WIRED:Internet marketeers are no longer so deluded as to believe that they can simply create an online forum and expect to generate a community of brand zombies, writes DANNY O'BRIEN
I REMEMBER, back in the charmingly naive early days of the business web, when one of the cola companies set up a forum as part of its main website.
The advertising executives were tremendously excited: here for the first time was a chance to find out what their customers really thought of their soft drink! Customers would chat online about all aspects of the brand, sharing their excitement with new drinkers and increasing their self-identification with the brand with every posting.
Anyone who has actually used or stumbled upon an online forum could guess what happened. The cola forum, rather than becoming a one-stop internet shop for all your soft-drink discussion needs, instead became a brand cesspit.
It was popular, certainly, but its users were haphazard visitors to the website, who initially just used it like a graffiti-inviting wall.
Later a community of sorts grew up, but it was made up of a few hundred kids who had randomly decided to make this website their hangout for making flirty, occasionally abusive, small talk. If the host's product was mentioned at all, it was in the form of a running joke about how awful it was: an attempt by the forum denizens to bait the moderators into deleting their posts.

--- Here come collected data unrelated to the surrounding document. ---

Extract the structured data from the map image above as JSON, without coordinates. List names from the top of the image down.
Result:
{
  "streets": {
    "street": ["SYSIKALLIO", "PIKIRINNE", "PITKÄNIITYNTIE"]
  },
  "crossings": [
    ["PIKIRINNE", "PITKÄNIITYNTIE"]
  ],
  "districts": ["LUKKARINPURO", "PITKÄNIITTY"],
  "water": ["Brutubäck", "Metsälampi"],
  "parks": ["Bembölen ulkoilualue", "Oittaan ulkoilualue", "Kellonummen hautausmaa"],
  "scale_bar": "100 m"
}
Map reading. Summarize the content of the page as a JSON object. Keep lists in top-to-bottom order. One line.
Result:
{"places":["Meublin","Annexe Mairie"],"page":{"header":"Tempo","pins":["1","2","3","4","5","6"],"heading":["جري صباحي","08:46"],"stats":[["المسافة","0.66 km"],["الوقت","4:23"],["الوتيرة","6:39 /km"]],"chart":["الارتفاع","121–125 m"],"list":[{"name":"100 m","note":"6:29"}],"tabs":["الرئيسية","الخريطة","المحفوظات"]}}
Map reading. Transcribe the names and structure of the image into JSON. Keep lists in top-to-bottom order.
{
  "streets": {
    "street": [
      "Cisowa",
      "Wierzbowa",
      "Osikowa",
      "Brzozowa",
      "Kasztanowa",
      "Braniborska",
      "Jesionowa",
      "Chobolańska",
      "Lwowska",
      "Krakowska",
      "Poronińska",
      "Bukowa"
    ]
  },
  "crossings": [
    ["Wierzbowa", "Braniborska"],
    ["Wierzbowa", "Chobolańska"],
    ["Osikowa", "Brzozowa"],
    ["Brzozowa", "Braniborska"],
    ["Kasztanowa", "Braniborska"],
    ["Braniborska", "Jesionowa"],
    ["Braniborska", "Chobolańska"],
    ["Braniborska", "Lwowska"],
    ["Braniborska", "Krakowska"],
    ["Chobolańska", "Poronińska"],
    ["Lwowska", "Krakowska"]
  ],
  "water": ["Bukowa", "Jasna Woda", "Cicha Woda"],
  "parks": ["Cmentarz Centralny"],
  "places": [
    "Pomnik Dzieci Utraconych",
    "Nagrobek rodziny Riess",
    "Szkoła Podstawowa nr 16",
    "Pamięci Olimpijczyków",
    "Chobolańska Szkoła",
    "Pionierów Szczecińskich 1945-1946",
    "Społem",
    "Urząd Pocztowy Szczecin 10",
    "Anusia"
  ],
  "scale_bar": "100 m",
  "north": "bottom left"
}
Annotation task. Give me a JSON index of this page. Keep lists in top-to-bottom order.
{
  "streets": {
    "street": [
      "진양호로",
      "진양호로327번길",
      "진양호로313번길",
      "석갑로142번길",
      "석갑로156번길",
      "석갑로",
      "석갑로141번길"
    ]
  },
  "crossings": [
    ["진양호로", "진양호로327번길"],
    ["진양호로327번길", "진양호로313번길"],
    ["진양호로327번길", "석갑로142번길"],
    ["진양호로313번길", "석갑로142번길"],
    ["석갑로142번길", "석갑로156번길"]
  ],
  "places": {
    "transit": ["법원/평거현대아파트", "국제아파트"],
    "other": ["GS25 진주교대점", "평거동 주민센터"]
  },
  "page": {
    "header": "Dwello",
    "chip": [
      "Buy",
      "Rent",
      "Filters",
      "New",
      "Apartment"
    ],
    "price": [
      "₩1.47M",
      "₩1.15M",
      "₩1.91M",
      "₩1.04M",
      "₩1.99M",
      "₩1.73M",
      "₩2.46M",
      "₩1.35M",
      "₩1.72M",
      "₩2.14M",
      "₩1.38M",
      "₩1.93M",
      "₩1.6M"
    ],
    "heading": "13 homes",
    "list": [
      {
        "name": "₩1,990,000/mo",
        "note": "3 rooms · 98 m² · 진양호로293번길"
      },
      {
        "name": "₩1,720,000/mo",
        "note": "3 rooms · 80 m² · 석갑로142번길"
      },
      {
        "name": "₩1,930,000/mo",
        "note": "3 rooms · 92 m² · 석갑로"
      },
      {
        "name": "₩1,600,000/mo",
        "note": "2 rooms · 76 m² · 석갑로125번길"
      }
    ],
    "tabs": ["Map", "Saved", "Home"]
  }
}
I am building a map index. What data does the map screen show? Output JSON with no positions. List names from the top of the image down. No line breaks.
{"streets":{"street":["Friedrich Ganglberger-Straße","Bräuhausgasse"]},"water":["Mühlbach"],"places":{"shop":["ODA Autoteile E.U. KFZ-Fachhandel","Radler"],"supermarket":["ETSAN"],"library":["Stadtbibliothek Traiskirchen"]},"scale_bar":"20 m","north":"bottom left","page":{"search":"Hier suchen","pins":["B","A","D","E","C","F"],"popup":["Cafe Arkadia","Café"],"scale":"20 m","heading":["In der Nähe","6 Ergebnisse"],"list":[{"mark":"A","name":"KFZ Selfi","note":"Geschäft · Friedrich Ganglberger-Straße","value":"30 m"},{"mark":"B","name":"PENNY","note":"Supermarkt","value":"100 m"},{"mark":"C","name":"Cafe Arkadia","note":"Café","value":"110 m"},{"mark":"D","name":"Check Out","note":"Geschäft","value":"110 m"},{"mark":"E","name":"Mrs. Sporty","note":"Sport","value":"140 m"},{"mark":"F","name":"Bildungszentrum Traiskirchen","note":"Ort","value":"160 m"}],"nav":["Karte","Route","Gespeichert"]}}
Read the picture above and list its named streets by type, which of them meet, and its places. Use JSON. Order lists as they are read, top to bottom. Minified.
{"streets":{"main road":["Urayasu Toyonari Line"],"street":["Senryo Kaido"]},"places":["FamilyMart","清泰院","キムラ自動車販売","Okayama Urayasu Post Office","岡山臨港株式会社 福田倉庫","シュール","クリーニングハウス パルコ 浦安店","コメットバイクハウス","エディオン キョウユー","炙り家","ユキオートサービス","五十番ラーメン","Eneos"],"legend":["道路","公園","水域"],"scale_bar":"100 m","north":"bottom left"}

This, in fact, rarely happened, because the onslaught of postings was so great that the site managers could rarely keep up, and had no tools to search or mass-delete items.
We're somewhat wiser now: while internet marketeers still talk of the importance of community in working online, they're no longer so deluded as to believe they can throw up some comment forms and expect to generate an online audience of brand zombies eager to do their marketing bidding. Most brand "communities" are heavily channelled, cautiously executed online Potemkin villages.
Companies such as Satisfaction are now paid by major brands to take away the headache of managing their online communities; the internet is seen as a place where customers need to be listened to and reassured quickly, before their complaints turn into a PR nightmare.
But what if you really do want a community attached to your product? What if your product depends on that community being happy and productive and feeling loved?
That's the challenge being faced by hundreds of companies that have tied their flag to the "social software" mast.
When Twitter, the popular (and well-funded) chat site, went down earlier this week, its users went from being its best advocates to its worst critics within days.
I've been thinking about communities a lot this week, because I have been a judge for the digital communities category of the prestigious Austrian internet art award, the Prix Ars Electronica.
For an art prize, a significant number of dotcom "community" startups entered - which just goes to show the accuracy of my fellow judge Isaac Mao's comment that building an online community is an art.
I wouldn't presume to prescribe a list of dos and don'ts for anyone wanting to blend a community with their upcoming business, but I would definitely recommend spending a lot of time hanging out in successful online communities, commercial or not, and watching them to work out how they tick.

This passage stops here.